Using Splunk SPL, it’s easy to identify recurring event patterns. First, we can calculate the total number of EDI codes found within each transaction ID. By aggregating the sum, any count greater than one indicates that there are repeated EDI events within the same transaction, signaling a potential loop.
index=supply_chain_edi sourcetype="edi:x12" source=edi_quantumline_customer_full NOT edi_code=997 | eval edi_ack_status_combo=edi_code+"-"+edi_code_ack+"-"+edi_ack_status | eval edi_code_groupby=if(isnull(edi_code_ack), edi_code, edi_code_ack) | strcat edi_code "-" edi_ack_status edi_event_pattern_combo | stats count AS evt_cnt BY edi_tr_id edi_code | search evt_cnt>2
The results show that EDI code 856 (Advance Ship Notice (ASN)) appears multiple times for certain transactions. This indicates that multiple ASNs were sent without receiving any acknowledgment, meaning the system is repeatedly attempting to send the same message, creating a loop.
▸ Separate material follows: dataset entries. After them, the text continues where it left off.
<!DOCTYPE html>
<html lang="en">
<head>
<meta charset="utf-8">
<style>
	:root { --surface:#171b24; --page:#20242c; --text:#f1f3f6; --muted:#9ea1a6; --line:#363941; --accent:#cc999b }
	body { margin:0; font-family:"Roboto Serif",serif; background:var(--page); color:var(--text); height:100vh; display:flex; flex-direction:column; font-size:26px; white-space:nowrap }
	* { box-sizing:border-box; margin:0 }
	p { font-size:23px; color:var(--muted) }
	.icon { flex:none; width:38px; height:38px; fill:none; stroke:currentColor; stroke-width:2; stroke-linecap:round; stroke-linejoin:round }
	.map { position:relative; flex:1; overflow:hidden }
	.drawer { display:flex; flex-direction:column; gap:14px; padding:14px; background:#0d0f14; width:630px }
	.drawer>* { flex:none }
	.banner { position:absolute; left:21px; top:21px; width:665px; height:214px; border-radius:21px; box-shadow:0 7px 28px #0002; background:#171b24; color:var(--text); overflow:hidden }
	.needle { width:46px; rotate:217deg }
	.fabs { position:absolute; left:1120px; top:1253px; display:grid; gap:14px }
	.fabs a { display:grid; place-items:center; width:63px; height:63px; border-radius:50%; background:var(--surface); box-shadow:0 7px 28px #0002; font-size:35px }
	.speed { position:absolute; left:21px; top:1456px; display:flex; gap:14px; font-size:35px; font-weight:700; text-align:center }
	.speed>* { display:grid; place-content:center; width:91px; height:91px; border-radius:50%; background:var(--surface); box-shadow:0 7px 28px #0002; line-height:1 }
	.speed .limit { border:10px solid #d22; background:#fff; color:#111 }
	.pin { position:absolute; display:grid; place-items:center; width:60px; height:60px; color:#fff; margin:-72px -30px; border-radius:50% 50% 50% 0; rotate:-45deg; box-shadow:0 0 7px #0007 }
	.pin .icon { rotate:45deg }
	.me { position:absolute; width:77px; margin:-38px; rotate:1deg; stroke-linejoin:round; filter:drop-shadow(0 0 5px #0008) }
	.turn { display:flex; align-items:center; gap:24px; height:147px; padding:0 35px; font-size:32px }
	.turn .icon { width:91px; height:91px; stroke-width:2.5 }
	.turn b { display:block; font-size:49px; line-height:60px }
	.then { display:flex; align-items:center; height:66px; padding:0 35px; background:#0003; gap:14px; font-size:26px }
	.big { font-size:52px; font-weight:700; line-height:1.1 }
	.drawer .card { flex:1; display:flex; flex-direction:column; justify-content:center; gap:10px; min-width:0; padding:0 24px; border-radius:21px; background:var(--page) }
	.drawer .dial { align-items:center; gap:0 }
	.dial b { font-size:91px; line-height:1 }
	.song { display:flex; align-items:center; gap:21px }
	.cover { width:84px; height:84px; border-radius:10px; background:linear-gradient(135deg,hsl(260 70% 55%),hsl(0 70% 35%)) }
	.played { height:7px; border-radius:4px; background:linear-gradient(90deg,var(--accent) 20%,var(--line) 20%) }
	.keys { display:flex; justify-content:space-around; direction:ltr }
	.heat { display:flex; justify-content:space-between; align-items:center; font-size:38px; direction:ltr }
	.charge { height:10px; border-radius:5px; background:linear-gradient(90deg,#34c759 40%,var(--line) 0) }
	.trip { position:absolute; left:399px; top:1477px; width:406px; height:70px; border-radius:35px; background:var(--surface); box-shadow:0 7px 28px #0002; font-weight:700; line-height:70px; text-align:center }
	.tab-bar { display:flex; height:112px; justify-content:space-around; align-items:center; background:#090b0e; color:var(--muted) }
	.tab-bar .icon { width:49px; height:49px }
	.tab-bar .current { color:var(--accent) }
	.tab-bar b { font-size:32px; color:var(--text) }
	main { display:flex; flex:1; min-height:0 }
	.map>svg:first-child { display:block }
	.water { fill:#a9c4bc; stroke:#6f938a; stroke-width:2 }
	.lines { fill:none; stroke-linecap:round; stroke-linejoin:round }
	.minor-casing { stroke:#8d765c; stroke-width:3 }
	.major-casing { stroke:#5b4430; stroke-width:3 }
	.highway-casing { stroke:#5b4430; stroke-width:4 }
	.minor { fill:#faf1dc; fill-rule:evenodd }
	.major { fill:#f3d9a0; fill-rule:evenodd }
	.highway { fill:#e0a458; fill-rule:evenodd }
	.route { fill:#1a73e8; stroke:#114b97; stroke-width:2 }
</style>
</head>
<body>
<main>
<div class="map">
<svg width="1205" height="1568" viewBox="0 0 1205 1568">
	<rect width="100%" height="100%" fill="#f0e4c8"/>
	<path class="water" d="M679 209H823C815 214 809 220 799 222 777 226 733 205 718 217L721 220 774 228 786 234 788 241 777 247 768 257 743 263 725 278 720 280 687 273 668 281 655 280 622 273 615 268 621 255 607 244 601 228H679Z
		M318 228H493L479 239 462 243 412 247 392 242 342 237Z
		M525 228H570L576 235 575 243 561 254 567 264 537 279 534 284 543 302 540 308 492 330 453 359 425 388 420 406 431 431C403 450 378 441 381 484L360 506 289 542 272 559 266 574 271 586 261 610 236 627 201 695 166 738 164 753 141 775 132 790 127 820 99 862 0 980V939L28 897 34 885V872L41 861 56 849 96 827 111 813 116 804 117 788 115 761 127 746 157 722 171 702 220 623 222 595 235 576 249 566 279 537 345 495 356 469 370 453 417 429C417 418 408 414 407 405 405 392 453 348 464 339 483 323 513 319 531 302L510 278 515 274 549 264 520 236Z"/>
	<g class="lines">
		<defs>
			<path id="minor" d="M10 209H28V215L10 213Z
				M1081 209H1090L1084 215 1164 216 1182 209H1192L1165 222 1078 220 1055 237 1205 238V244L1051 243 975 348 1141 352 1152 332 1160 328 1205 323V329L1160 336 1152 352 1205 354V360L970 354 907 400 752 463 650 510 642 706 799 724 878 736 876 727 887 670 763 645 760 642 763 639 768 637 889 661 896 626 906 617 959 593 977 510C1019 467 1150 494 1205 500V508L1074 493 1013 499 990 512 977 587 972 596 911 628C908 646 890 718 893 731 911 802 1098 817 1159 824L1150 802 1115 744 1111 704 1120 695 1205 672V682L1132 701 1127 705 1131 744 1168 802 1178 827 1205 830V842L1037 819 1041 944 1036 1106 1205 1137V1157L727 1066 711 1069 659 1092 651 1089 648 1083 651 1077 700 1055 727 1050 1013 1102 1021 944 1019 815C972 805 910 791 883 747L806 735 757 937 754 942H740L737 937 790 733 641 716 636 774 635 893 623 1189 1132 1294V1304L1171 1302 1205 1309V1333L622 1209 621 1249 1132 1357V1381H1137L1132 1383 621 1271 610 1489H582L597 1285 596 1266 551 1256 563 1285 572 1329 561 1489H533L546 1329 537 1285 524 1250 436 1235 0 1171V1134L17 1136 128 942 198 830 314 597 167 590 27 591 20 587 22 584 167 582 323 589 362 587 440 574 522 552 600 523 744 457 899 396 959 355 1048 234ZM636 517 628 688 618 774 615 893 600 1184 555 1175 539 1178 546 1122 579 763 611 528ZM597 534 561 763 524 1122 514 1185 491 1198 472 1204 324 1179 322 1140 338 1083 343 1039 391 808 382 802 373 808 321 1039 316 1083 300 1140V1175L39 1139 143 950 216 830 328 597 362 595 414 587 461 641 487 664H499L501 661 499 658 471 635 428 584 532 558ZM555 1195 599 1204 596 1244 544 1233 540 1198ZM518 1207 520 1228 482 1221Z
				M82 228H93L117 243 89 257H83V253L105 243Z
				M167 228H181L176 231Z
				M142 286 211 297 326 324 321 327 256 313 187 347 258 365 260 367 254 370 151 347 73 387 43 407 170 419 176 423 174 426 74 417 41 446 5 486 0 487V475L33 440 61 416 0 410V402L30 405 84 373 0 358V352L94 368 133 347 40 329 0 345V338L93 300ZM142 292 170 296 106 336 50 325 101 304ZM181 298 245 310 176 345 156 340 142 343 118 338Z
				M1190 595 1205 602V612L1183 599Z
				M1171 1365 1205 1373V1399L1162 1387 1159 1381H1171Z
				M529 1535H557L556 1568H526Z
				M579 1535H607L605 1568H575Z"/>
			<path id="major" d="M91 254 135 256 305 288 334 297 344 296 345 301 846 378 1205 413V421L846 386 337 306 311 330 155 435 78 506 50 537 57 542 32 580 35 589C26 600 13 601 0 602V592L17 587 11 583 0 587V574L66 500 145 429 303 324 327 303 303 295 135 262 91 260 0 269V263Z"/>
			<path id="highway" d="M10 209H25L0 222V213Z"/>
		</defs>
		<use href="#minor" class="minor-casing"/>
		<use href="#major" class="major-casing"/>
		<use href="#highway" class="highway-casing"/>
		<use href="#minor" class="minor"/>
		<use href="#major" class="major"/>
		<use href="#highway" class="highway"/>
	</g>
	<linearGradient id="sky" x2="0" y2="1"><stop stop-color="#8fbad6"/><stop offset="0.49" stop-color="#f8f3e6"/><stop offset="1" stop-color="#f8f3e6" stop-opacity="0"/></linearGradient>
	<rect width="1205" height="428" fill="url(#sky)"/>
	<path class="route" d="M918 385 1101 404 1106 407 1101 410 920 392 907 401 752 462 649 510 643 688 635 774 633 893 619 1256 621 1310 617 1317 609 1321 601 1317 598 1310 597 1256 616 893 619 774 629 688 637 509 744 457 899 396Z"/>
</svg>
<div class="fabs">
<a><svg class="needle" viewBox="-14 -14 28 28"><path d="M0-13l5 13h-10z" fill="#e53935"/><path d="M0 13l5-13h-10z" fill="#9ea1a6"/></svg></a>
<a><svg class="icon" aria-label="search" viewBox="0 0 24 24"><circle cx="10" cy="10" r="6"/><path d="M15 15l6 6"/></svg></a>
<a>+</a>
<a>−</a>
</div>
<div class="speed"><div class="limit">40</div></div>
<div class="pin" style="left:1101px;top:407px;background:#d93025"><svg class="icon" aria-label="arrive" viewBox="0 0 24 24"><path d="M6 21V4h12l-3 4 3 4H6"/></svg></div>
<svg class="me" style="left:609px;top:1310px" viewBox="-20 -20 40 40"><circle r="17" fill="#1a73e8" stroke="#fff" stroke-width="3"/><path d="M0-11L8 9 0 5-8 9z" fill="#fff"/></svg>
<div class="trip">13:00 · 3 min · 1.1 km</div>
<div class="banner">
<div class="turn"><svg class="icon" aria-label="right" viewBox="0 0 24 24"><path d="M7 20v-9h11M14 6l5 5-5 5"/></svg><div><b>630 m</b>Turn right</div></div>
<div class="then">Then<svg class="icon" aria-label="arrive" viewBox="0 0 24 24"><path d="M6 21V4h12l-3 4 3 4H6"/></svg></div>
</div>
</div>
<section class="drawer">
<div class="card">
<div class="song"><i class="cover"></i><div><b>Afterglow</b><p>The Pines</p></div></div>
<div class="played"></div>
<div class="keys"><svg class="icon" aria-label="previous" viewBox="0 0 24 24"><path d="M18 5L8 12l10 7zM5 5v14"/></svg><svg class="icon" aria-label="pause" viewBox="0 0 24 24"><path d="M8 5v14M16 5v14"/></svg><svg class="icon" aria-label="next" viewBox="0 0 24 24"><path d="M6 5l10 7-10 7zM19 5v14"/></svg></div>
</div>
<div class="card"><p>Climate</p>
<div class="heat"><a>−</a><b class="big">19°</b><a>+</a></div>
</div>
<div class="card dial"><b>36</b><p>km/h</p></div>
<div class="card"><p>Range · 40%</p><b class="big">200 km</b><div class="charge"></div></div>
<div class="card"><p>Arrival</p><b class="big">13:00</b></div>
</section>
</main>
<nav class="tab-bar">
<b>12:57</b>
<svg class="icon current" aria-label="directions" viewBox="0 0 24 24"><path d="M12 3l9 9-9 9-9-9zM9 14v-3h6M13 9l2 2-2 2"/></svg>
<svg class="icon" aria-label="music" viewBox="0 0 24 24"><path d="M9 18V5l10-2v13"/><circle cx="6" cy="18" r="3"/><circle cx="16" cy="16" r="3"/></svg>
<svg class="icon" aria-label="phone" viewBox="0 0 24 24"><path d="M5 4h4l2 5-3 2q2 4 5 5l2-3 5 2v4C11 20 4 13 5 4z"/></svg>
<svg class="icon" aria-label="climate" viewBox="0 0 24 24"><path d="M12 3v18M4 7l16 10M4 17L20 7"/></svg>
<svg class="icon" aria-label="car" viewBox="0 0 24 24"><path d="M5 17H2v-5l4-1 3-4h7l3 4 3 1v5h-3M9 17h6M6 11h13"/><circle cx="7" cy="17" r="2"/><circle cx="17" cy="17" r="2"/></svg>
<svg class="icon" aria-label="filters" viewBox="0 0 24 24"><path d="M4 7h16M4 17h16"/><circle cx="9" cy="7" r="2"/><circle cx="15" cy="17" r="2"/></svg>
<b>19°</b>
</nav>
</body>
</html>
As an additional step, we can now verify the event patterns for these two transactions. By using a sub-search, we can automatically filter for transactions that exhibit repetition. The sub-search is embedded within square brackets "[ ]", and the result of this search processes and returns the transaction IDs where repeated EDI codes have occurred. Here is the complete search with the sub-search applied.
index=supply_chain_edi sourcetype="edi:x12" NOT edi_code=997 [ search index=supply_chain_edi sourcetype="edi:x12" source=edi_quantumline_customer_full NOT edi_code=997 | eval edi_ack_status_combo=edi_code+"-"+edi_code_ack+"-"+edi_ack_status | eval edi_code_groupby=if(isnull(edi_code_ack), edi_code, edi_code_ack) | strcat edi_code "-" edi_ack_status edi_event_pattern_combo | stats count AS evt_cnt BY edi_tr_id edi_code | search evt_cnt>2 | table edi_tr_id ] | table _time edi_tr_id edi_code edi_type edi_ack_status edi_buyer edi_code_ack edi_cont_num edi_date edi_flag edi_requestor edi_responder edi_seller edi_sequence edi_time | sort edi_tr_id, _time
The result identifies two transactions with repeated EDI 856 (ASN) messages, indicating that the system is or was stuck in a loop sending these messages.
Search explanations
Splunk search | Explanation |
---|---|
index=supply_chain_edi sourcetype="edi:x12" NOT edi_code=997 |
Select EDI X12 data by selecting sourcetype of edi:x12 . |
[ search index=supply_chain_edi sourcetype="edi:x12" source=edi_quantumline_customer_full NOT edi_code=997 |
Sub search that looks for repeating EDI messages per transaction IDs. The result returns transaction IDs with repeating EDI messages, which indicates a loop in the process. |
| table _time edi_tr_id edi_code edi_type edi_ack_status edi_buyer edi_code_ack edi_cont_num edi_date edi_flag edi_requestor edi_responder edi_seller edi_sequence edi_time |
Show us the result in a table. we can clearly see EDIs that are in loop. |
| sort edi_tr_id, _time |
Sort by transaction ID. |
Next steps
When you have this search running in your Splunk platform, return to the Monitoring electronic data interchange transmission and acknowledgement use case to learn how to share the results with stakeholders and to find other KPIs you might want to measure. You can also review the Solution Accelerator for Supply Chain Optimization for more great use cases to help you use the Splunk platform to be successful in your supply chain operations.